◆ DESCRIPTION OF THE TASK ◆
Search the entries for the word "grid". Copy each line in which it is found.

◆ Collected data ◆
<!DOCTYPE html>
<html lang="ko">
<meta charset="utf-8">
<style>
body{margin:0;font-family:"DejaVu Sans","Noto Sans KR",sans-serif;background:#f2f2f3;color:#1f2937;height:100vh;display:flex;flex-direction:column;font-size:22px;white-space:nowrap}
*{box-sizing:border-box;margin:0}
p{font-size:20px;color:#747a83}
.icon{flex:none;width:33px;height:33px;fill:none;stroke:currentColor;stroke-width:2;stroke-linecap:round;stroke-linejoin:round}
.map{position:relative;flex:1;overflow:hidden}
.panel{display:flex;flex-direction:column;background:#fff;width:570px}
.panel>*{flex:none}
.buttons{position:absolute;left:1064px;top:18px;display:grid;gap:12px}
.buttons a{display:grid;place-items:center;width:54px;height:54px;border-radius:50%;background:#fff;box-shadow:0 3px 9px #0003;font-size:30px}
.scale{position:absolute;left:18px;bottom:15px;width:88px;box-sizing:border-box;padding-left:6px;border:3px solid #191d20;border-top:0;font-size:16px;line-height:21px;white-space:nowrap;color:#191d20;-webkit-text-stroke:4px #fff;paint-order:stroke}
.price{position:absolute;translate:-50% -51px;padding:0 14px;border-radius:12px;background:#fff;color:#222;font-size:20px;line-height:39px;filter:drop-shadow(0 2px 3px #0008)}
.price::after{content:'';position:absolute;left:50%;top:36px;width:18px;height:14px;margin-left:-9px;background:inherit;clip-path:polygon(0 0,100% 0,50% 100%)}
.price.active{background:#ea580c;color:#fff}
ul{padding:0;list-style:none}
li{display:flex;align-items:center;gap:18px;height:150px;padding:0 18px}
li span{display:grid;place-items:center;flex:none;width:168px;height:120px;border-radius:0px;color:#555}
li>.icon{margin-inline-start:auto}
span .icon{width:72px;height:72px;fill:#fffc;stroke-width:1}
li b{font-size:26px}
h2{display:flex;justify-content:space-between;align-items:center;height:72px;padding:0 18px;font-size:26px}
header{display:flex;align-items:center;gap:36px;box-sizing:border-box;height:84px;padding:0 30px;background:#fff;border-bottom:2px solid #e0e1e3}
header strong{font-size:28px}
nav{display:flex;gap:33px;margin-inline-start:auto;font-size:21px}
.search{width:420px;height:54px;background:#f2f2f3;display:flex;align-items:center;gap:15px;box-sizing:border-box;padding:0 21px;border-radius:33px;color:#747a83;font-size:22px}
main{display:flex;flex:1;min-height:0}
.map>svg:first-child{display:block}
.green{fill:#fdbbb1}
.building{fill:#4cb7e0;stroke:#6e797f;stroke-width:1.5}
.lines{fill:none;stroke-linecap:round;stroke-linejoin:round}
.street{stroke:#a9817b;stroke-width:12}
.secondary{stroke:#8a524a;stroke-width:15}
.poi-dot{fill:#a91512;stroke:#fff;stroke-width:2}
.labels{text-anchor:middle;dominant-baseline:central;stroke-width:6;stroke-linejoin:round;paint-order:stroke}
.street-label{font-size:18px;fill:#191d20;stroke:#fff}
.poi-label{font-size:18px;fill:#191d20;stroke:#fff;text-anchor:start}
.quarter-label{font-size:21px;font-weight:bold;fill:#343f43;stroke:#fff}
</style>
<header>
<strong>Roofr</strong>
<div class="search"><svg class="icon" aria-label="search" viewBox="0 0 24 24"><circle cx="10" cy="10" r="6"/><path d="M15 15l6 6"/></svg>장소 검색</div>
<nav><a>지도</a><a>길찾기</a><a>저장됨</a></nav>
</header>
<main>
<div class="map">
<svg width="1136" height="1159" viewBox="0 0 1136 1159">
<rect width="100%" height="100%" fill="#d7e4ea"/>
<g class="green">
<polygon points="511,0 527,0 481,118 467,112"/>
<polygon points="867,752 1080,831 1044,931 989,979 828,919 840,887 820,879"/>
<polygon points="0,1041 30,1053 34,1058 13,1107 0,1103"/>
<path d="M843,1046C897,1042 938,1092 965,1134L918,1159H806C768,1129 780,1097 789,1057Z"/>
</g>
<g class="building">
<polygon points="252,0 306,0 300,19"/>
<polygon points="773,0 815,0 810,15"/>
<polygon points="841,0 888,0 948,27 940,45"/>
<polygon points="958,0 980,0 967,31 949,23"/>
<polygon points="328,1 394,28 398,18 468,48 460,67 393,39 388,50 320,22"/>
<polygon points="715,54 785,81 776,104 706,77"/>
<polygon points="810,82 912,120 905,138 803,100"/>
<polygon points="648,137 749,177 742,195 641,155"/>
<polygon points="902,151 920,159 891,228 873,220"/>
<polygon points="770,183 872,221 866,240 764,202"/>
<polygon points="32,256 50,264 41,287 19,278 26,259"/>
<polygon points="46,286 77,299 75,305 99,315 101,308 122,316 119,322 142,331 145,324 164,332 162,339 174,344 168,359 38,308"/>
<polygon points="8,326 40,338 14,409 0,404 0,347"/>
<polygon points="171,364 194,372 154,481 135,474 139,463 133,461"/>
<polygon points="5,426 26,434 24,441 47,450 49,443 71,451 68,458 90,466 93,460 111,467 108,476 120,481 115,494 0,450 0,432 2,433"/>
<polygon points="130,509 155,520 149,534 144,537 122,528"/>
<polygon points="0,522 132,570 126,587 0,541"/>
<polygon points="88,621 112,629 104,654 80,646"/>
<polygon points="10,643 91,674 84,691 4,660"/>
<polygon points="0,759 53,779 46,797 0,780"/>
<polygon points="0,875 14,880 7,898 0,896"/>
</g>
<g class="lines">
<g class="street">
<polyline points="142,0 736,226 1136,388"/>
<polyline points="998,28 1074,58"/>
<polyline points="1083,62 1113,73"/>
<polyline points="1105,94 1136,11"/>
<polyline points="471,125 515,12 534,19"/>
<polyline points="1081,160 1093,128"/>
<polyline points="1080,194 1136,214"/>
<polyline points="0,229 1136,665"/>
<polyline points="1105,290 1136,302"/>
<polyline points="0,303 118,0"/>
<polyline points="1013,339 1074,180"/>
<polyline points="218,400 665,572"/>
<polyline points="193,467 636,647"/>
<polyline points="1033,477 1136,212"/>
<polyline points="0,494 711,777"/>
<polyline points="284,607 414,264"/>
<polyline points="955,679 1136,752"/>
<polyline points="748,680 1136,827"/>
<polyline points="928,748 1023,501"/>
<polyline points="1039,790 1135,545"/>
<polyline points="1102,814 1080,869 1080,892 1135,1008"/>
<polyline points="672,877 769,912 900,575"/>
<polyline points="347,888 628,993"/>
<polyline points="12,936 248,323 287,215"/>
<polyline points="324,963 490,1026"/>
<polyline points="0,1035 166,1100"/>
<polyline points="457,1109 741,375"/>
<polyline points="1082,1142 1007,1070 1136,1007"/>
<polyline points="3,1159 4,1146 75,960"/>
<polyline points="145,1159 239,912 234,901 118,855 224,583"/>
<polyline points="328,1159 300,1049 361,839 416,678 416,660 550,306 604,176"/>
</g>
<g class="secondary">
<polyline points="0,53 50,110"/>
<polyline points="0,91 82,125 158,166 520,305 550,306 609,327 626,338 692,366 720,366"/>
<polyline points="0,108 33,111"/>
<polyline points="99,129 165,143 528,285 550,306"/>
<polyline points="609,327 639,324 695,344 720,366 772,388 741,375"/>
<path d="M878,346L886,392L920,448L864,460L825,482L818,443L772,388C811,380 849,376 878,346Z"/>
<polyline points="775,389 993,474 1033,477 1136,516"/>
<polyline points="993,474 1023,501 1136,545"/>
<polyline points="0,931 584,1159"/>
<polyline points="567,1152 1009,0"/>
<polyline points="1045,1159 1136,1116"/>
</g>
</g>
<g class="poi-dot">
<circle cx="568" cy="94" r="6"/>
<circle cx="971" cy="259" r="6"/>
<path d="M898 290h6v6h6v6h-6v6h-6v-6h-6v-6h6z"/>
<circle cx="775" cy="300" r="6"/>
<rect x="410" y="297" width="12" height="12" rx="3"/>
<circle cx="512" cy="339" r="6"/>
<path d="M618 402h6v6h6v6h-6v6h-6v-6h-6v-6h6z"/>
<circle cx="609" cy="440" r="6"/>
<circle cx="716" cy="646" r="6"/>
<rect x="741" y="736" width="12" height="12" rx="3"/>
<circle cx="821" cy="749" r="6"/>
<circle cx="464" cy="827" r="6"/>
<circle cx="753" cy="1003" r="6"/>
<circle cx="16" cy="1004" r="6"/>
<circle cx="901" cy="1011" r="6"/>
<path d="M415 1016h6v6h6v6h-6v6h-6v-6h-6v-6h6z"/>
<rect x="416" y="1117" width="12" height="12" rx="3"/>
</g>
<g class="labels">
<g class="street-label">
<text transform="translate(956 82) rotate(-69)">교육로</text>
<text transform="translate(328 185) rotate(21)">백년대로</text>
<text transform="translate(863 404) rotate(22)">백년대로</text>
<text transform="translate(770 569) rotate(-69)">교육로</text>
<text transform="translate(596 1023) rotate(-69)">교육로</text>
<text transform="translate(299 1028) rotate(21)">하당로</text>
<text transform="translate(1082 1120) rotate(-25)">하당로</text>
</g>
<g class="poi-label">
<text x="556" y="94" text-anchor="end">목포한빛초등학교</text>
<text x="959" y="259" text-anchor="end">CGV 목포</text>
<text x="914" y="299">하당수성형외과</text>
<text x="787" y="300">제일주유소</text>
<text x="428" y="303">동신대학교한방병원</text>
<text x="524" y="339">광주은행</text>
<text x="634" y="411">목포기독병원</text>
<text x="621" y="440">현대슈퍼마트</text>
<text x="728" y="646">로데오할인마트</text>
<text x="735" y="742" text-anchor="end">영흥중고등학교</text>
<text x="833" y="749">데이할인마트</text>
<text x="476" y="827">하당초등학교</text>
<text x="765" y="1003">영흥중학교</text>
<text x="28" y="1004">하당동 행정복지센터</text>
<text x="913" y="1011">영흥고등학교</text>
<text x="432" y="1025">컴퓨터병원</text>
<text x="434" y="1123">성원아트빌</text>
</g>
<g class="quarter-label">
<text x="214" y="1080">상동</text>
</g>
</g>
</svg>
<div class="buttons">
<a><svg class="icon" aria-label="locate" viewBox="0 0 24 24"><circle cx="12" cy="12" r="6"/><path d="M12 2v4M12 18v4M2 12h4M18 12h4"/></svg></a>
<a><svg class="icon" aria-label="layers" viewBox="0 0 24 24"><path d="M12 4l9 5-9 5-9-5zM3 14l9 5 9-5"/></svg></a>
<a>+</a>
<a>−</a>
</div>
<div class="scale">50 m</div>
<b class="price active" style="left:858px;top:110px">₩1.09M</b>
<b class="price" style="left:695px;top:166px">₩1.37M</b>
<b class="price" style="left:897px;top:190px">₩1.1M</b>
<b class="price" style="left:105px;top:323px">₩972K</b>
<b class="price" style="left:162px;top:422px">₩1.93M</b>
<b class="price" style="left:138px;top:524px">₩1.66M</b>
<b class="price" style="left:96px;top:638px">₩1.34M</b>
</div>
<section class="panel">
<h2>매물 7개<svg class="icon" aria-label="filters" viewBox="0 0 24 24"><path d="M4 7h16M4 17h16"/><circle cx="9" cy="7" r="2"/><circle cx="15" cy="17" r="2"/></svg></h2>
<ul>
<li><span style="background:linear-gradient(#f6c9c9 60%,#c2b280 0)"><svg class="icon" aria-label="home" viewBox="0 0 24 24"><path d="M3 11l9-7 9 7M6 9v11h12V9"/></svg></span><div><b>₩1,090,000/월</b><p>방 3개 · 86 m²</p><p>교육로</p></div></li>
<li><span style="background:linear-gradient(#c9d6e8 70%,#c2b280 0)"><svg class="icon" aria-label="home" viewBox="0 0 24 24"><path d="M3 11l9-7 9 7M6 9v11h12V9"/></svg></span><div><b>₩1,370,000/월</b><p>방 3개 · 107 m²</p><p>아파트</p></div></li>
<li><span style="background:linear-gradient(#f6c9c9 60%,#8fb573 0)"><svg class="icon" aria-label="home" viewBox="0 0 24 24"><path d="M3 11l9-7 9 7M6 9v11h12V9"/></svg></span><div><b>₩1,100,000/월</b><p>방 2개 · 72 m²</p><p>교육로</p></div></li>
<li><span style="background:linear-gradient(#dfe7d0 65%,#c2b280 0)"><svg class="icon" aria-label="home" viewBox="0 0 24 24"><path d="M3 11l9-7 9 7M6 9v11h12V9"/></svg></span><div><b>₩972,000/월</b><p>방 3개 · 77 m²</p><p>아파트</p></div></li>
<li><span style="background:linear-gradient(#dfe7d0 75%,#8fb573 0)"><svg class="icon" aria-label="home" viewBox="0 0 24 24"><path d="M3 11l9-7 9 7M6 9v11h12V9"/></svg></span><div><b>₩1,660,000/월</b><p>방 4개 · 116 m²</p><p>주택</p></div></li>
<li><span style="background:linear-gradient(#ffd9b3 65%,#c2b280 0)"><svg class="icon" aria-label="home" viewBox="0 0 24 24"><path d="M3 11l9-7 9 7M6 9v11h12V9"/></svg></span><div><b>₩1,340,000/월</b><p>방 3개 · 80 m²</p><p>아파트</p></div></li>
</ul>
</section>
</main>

◆ ANSWER BOX ◆
.buttons{position:absolute;left:1064px;top:18px;display:grid;gap:12px}
.buttons a{display:grid;place-items:center;width:54px;height:54px;border-radius:50%;background:#fff;box-shadow:0 3px 9px #0003;font-size:30px}
li span{display:grid;place-items:center;flex:none;width:168px;height:120px;border-radius:0px;color:#555}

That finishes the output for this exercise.